__What the task requires__. All lines with the word "lane" in the material below are required.

** Exercise inputs follows **

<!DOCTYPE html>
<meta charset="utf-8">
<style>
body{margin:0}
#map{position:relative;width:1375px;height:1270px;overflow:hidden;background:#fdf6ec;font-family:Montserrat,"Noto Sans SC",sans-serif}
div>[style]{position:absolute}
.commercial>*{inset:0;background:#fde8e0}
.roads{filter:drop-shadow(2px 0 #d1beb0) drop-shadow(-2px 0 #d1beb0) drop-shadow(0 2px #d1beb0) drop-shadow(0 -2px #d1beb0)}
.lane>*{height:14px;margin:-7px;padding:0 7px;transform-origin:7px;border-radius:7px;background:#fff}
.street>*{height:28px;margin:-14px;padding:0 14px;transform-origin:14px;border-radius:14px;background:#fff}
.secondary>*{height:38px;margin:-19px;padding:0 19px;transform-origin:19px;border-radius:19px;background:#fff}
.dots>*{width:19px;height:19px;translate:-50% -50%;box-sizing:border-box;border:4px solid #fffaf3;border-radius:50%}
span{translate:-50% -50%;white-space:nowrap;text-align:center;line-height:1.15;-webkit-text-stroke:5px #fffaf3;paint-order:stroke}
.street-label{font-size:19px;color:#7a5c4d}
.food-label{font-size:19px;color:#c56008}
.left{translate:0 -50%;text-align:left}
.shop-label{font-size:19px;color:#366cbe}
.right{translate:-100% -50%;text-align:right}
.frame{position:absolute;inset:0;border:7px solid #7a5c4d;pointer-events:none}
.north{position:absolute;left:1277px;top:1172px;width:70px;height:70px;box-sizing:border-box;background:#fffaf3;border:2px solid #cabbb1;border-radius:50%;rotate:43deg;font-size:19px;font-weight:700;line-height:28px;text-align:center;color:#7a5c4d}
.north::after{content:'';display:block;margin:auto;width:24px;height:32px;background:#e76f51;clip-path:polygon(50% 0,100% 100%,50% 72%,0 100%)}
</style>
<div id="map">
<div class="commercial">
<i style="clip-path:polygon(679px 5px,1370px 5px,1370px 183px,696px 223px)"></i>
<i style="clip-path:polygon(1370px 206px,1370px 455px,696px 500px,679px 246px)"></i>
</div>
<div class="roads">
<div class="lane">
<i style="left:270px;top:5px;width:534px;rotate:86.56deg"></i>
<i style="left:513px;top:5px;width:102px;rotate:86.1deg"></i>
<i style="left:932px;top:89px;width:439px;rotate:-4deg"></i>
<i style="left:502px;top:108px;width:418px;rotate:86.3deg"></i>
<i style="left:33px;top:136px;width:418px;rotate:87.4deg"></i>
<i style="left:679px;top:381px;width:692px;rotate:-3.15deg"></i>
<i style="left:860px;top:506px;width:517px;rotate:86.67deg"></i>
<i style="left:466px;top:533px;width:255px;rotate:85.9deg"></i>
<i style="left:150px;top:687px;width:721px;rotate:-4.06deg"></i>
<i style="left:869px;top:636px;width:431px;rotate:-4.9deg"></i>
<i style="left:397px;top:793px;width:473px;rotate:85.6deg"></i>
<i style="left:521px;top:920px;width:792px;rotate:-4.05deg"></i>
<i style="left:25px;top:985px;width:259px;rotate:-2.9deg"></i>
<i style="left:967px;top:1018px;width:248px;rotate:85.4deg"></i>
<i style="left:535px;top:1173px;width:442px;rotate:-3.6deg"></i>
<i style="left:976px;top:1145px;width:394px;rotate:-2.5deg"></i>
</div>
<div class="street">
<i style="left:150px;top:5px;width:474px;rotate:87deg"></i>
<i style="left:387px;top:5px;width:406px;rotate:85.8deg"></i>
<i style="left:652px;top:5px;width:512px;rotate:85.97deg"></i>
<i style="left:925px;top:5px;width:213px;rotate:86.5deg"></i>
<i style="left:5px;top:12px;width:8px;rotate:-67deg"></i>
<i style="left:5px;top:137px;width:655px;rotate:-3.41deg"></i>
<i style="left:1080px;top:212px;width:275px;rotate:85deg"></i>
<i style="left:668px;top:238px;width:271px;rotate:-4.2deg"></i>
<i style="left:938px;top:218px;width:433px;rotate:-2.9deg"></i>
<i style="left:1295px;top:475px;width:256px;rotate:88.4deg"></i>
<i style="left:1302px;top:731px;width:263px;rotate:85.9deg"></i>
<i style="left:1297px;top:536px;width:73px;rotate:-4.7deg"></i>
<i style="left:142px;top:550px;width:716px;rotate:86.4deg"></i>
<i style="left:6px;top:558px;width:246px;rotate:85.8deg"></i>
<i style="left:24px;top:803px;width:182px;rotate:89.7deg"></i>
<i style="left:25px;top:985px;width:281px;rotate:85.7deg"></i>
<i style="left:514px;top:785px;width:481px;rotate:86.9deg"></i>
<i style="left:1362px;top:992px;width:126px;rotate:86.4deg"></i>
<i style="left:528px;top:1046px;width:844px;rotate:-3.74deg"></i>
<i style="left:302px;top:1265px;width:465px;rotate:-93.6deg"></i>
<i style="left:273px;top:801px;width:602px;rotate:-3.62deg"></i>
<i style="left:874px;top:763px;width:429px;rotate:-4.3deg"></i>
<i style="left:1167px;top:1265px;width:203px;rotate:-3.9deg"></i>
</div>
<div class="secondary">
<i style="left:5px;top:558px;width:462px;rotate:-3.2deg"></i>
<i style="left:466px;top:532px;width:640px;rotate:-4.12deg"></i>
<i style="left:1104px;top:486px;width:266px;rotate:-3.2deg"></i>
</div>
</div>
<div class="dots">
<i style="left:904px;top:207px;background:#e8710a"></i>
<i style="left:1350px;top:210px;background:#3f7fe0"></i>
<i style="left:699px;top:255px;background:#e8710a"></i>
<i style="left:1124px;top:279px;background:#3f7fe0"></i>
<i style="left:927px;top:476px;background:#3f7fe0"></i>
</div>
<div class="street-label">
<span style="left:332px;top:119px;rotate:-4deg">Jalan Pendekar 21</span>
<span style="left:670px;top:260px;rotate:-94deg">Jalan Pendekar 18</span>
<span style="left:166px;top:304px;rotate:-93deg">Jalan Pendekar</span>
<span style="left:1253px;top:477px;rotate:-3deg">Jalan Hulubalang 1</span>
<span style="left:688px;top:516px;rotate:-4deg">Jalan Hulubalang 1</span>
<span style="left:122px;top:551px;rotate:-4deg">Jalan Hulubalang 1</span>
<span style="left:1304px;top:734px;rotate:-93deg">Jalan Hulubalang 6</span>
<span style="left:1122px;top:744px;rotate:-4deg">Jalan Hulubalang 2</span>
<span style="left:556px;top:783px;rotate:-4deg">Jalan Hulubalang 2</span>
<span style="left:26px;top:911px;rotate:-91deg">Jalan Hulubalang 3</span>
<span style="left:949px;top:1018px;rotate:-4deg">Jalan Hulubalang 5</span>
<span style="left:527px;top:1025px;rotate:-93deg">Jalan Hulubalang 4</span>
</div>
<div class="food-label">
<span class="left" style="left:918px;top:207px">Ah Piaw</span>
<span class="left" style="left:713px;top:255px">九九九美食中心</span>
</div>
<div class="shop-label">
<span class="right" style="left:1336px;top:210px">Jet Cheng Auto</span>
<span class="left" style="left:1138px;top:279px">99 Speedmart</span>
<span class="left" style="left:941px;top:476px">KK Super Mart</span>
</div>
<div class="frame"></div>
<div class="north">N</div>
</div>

** End of Exercise inputs **

__Expected answer__.
.lane>*{height:14px;margin:-7px;padding:0 7px;transform-origin:7px;border-radius:7px;background:#fff}
<div class="lane">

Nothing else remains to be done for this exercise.